I raced through both The Necromancer by Michael Scott and The Prince of Mist by Carlos Ruiz Zafon and will post reviews later in the week. Needless to say, I loved them both but in very different ways.

And I received:

Everlasting by Angie Frazier

Sailing aboard her father's ship is all seventeen-year-old Camille Rowen has ever wanted. But as a lady in 1855 San Francisco, her future is set: marry a man she doesn't love in order to preseve her social standing. On her last voyage before the wedding, Camille learns the mother she has always believed dead is in fact alive and in Australia.

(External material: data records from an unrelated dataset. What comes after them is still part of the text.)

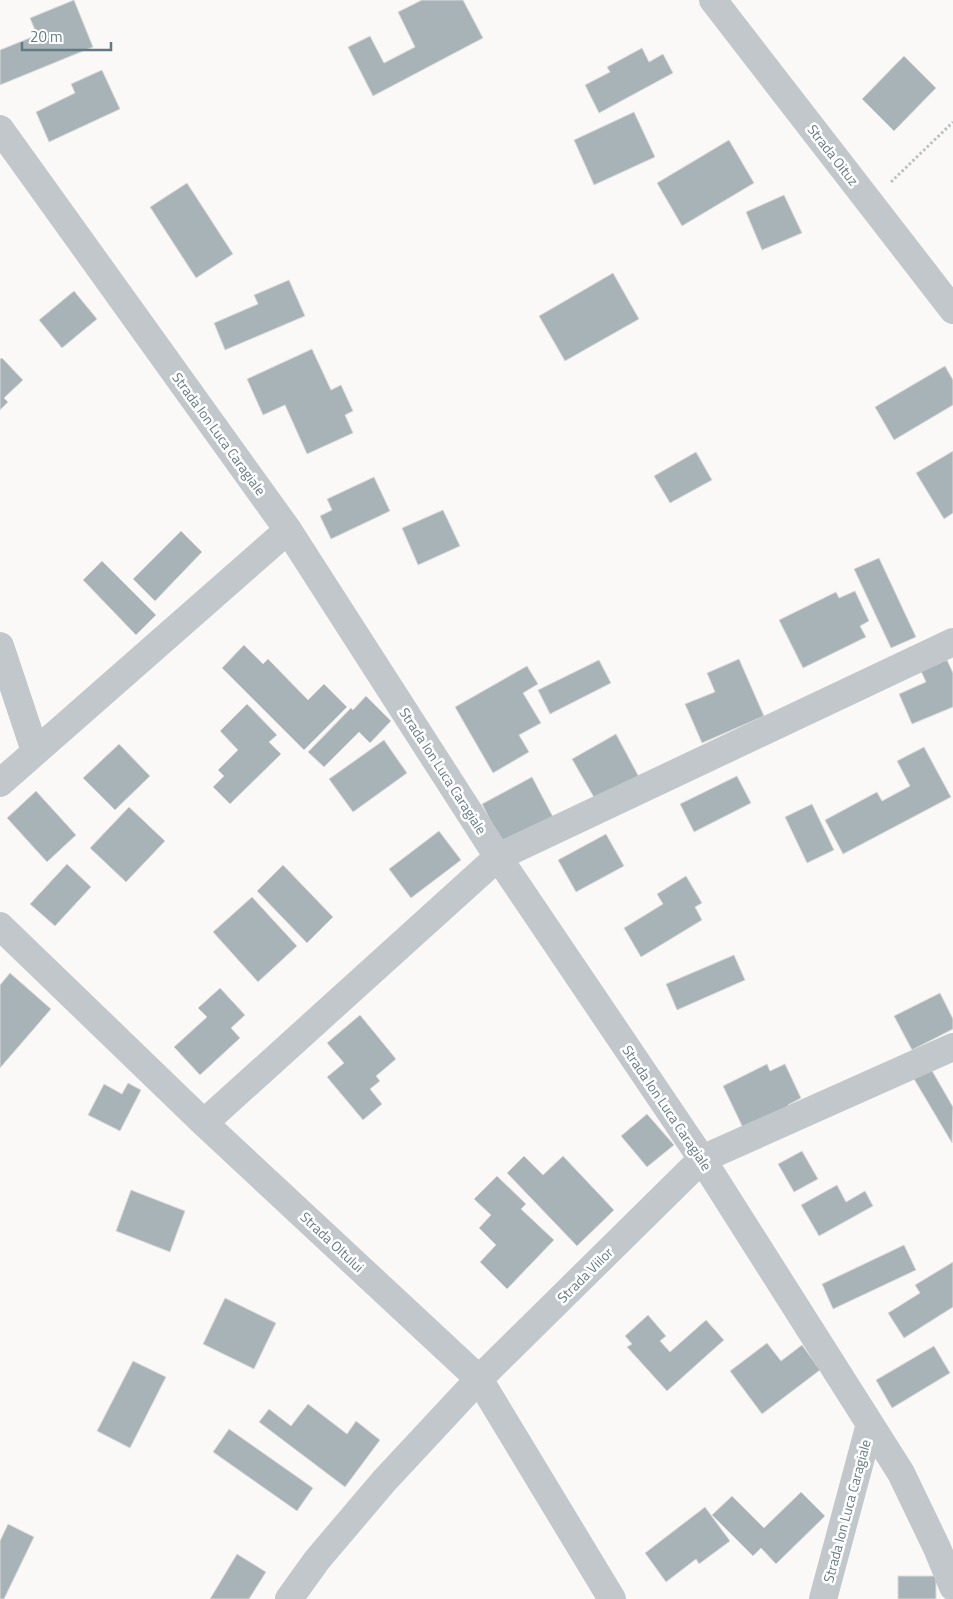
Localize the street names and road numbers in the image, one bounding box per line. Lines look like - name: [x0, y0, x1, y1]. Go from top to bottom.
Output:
- street label: Strada Oituz: [803, 120, 864, 190]
- street label: Strada Ion Luca Caragiale: [168, 368, 271, 500]
- street label: Strada Ion Luca Caragiale: [394, 703, 492, 838]
- street label: Strada Ion Luca Caragiale: [617, 1041, 717, 1175]
- street label: Strada Oltului: [296, 1207, 369, 1277]
- street label: Strada Viilor: [552, 1242, 617, 1307]
- street label: Strada Ion Luca Caragiale: [817, 1437, 876, 1585]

When their Sydney-bound ship goes down in a gale, and her father dies, Camille sets out to find her mother and a map in her possession - a map believed to lead to a stone that once belonged to the legendary civilization of the immortals. The stone can do exactly what Camille wants most: bring someone back from the dead. Unfortunately, her father's adversary is also on the hunt for the stone, and she must race him to it. The only person Camille can depend on is Oscar - a handsome young sailor and her father's first mate - who is in love with Camille and to whom she is drawn despite his low social standing and her pending wedding vows.

With an Australian card shark acting as their guide, Camille eludes murderous bushrangers, traverses dangerous highlands, evades a curse placed on the stone, and unravels the mystery behind her mother's disappearance. But when another death shakes her conviction to resurrect her father, Camille must choose what - and who - matters most.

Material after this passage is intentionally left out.